The only “pattern” to describe U.S. foreign policy is that it is always shaped by the latest fad Washington elites have seized upon in order to corral an increasingly dubious public into the U.S.’s never-ending series of ill-fated foreign policy adventures.

 

Afghanistan? Iraq? Egypt? Libya? Syria? Japan? Korea?

 

Under Bush or Obama, none can be called a success . . . .

 

Meanwhile, the hyperactivity syndrome in some of these arenas is curiously paired with a determined stance of complete inaction on other vital fronts, such as climate change.

 

© 2014 Stephan Richter, U.S.-Russia: Seeking Salvation in Sanctions, The Globalist (04 May 2014)

 

 

And this:

 

 

Elites on both sides of the Atlantic Ocean see the world of today in very different terms.

 

The Americans tell everyone in Europe that the entire continent — not just Ukraine, the Baltics or Poland — will eventually be steamrolled by a newly assertive Russia.

 

[T]he point is to turn the looming calamity into a sales opportunity. No wonder the Boeings, Lockheed Martins and other U.S. defense firms are eagerly supporting any American “strategist” or think tank who is keen to trumpet this message.

 

The Europeans, for their part, aren’t buying. They are under no illusion about what a crook Putin is. But they seriously doubt that the Russians are going to pursue an offensive strategy beyond their own immediate neighbors.

 

To the Americans’ great chagrin, the Europeans are not fixated on funding their armies — but their pensions.

 

Facing such unresponsiveness, American strategists are trying desperately to up the ante.

 

What will Europe do, they ask, if the North Koreans undertake a nuclear strike on South Korea, the Chinese move on the Senkaku islands and Saudi Arabia engages in a war with Iran?
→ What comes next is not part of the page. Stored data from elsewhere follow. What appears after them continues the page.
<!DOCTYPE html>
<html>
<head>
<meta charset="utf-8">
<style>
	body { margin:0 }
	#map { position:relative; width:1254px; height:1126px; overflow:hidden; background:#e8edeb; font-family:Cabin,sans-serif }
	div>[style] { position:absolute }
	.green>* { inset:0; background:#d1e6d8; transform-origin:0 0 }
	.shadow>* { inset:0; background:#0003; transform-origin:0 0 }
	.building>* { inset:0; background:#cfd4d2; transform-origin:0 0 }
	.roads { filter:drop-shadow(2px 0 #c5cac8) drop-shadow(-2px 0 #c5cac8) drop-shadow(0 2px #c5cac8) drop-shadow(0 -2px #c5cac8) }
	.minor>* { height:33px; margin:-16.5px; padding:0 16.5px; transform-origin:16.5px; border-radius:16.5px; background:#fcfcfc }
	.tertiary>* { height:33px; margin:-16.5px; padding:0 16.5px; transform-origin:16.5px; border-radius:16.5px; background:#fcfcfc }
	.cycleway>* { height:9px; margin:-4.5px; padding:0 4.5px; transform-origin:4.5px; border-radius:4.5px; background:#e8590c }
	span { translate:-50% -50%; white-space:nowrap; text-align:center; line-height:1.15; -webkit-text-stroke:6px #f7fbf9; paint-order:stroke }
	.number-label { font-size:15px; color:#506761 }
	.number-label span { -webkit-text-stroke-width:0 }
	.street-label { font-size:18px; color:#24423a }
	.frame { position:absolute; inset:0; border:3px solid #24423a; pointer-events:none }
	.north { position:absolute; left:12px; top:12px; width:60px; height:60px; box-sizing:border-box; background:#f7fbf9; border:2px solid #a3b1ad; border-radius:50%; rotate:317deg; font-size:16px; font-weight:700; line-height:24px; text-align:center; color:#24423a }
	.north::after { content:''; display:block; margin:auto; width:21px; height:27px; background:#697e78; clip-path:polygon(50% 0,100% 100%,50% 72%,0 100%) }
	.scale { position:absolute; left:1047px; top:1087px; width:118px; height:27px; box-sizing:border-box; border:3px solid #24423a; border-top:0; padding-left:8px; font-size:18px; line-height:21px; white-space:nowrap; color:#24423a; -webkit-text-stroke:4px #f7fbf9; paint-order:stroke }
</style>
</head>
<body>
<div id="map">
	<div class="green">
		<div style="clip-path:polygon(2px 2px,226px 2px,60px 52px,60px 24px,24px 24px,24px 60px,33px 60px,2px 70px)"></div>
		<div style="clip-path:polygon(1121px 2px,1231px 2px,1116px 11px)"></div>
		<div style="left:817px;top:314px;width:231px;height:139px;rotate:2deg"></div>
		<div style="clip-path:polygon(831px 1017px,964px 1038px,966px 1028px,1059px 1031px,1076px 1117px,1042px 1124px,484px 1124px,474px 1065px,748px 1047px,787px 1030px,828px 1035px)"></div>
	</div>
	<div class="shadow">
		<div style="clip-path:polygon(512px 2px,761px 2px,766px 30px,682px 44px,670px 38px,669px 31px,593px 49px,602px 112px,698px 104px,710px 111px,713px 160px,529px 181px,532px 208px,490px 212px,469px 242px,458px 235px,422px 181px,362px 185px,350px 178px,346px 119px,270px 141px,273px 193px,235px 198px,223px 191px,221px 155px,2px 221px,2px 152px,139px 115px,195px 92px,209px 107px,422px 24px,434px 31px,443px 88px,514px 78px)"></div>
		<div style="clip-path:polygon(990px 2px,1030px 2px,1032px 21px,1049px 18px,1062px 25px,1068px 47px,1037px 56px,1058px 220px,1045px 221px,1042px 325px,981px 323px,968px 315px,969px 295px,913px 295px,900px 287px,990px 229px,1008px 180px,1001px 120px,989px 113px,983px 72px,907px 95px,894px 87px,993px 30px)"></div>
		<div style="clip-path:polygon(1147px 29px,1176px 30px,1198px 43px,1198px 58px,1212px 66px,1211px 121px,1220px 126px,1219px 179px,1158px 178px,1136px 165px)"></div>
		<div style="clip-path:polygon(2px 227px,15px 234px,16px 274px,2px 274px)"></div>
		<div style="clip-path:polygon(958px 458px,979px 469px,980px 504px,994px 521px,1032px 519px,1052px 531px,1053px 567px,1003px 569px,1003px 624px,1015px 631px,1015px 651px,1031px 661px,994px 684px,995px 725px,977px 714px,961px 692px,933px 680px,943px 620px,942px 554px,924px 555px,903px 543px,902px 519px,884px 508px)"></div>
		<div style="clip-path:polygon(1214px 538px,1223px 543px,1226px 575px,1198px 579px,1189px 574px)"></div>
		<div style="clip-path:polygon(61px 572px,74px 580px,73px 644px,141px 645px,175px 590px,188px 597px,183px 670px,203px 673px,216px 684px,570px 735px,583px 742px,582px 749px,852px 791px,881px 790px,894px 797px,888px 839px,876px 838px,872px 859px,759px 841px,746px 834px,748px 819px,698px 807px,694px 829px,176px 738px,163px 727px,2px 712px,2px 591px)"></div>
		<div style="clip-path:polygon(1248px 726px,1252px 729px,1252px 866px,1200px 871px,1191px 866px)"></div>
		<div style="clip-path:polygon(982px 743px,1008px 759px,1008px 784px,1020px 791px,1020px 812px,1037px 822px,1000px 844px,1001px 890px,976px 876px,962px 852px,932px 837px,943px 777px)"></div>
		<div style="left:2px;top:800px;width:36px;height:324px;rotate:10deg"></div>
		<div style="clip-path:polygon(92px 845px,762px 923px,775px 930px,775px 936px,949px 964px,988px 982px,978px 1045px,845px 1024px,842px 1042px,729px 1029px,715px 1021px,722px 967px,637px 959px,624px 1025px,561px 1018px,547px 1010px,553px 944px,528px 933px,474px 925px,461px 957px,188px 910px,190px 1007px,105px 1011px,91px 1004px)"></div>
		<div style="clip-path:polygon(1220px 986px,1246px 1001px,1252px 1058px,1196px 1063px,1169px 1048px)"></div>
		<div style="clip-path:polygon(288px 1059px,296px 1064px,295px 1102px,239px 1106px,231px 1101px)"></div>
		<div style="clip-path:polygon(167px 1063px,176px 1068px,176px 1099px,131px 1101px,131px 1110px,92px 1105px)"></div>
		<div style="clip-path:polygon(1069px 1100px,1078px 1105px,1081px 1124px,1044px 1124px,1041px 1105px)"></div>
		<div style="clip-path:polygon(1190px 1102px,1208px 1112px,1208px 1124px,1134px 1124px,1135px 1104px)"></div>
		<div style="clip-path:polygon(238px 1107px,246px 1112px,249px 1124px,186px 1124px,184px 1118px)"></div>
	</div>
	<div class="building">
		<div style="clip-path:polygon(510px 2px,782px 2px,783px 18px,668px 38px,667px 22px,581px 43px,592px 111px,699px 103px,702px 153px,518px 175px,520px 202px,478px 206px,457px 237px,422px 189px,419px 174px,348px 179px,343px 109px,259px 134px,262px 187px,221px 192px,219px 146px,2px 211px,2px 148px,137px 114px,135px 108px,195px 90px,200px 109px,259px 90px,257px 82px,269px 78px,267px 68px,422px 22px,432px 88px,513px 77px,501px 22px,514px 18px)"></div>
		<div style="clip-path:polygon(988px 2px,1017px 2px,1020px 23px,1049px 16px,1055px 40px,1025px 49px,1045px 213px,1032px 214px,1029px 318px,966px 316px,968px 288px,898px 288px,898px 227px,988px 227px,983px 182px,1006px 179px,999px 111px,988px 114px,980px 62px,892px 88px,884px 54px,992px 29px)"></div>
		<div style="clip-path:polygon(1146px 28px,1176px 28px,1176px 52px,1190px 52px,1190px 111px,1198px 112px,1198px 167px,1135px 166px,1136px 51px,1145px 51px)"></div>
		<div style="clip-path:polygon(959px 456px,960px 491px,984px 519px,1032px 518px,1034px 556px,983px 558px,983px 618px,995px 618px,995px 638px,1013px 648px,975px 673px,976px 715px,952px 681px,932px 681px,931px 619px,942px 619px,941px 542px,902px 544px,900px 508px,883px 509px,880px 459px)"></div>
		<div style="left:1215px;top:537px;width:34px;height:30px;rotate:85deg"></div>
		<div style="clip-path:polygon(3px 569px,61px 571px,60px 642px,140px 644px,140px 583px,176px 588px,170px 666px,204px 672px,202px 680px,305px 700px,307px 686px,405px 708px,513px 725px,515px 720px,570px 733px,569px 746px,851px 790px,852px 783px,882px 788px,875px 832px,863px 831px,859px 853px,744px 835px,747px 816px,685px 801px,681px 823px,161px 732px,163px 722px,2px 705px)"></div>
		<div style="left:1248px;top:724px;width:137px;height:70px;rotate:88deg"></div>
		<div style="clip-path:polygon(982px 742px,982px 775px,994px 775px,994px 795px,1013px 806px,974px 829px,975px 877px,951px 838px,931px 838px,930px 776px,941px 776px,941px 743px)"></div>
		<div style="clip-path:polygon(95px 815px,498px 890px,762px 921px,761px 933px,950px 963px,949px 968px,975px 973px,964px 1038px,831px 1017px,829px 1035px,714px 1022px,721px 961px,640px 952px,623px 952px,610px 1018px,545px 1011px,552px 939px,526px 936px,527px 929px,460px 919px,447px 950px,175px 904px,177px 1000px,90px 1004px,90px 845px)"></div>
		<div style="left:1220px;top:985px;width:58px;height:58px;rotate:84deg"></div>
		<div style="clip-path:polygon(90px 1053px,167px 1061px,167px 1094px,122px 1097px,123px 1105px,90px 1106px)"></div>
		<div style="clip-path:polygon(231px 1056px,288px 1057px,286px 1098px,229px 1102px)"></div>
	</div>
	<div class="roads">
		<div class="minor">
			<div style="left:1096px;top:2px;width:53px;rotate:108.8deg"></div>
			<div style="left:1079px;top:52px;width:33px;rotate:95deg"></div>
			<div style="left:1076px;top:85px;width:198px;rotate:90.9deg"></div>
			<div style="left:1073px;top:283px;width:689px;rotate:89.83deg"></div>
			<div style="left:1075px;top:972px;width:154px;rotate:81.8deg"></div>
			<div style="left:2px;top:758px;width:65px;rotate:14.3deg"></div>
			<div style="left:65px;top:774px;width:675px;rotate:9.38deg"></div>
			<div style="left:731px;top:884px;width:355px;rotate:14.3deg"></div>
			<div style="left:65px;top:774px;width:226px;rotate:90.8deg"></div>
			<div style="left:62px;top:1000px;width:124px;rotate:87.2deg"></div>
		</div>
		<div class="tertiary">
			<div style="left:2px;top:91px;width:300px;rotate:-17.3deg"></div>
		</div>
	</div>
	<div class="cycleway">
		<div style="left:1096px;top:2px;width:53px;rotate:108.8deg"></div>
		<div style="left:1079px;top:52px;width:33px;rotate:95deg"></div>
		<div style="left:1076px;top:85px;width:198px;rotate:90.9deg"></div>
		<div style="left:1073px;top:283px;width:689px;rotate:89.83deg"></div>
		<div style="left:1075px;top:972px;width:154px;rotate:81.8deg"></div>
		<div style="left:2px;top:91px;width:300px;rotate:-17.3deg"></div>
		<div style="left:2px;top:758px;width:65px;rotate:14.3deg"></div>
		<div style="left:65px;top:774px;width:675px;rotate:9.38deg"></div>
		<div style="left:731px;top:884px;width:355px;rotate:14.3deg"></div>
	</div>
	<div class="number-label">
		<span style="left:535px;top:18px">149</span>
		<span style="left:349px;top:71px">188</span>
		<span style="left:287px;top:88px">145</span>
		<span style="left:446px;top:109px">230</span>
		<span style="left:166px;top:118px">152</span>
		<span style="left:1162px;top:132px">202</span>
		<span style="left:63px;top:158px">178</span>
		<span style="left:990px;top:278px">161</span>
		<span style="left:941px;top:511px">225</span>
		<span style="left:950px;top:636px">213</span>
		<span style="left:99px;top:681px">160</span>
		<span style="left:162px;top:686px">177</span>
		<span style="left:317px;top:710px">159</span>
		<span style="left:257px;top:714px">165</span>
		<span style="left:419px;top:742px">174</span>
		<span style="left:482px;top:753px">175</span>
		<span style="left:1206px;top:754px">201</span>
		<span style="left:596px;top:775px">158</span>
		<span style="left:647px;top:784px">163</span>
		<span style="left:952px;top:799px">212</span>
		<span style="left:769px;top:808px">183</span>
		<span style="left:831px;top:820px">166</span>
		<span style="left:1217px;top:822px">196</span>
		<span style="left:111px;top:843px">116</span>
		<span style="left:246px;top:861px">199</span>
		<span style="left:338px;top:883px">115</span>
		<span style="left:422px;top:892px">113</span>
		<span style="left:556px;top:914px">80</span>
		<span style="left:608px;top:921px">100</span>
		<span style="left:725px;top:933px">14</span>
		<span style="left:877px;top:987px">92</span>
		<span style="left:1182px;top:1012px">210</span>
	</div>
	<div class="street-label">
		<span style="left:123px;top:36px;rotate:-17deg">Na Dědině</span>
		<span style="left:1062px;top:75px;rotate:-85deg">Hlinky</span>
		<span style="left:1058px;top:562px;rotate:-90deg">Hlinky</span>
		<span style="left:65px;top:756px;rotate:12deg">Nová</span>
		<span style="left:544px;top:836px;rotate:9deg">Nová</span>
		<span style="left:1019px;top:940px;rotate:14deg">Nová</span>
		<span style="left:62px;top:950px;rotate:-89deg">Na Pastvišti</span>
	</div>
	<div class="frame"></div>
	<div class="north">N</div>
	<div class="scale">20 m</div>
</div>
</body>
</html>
Will it wake up then?

 

To which the Europeans’ response is the one feature they have by now readily adopted from Britain – the mindset to “keep calm and carry on” even when faced with a real crisis.

 

© 2014 Stephan Richter, The Transatlantic World is Falling Apart, The Globalist (02 May 2014)

 

 

Yes, indeed

 

As I have written, Russia today is doing no more than regionally dominant powers do around their borders, especially when pressed by the provocative steps their purported adversaries have taken to encroach thereon.

 

Europeans appear to recognize the permanent dynamism of human affairs, given that it harmonizes with European history going back to the beginning of recorded time.  There is no point in getting intemperately excited, when one of the world’s larger bears decides to nibble on nearby beehives.  Such usually limited movements are all part of the global ecology.

 

Americans, on the other hand, ignorantly and thoughtlessly succumb to paranoia that enriches our Military Industrial Complex. It is fun to catastrophize even mild events and ignore the more subtly major ones that potentially will suck us to the bottom of the marsh.  Like, from my perspective, our increasingly crappy national infrastructure.

 

 

The moral? — Greedily ignorant America is losing its way as a symbol of greatness

 

My dad’s generation was the last one that solidly stood for measured sense in foreign affairs.  Since then, we have sold out to the fear-based foolishness that enriches the Military Industrial Complex and the oligarchy that goes with it.

 

As Stephan Richter opines, Europe appears not to be buying our BS any longer.  So, who are the grownups in the room?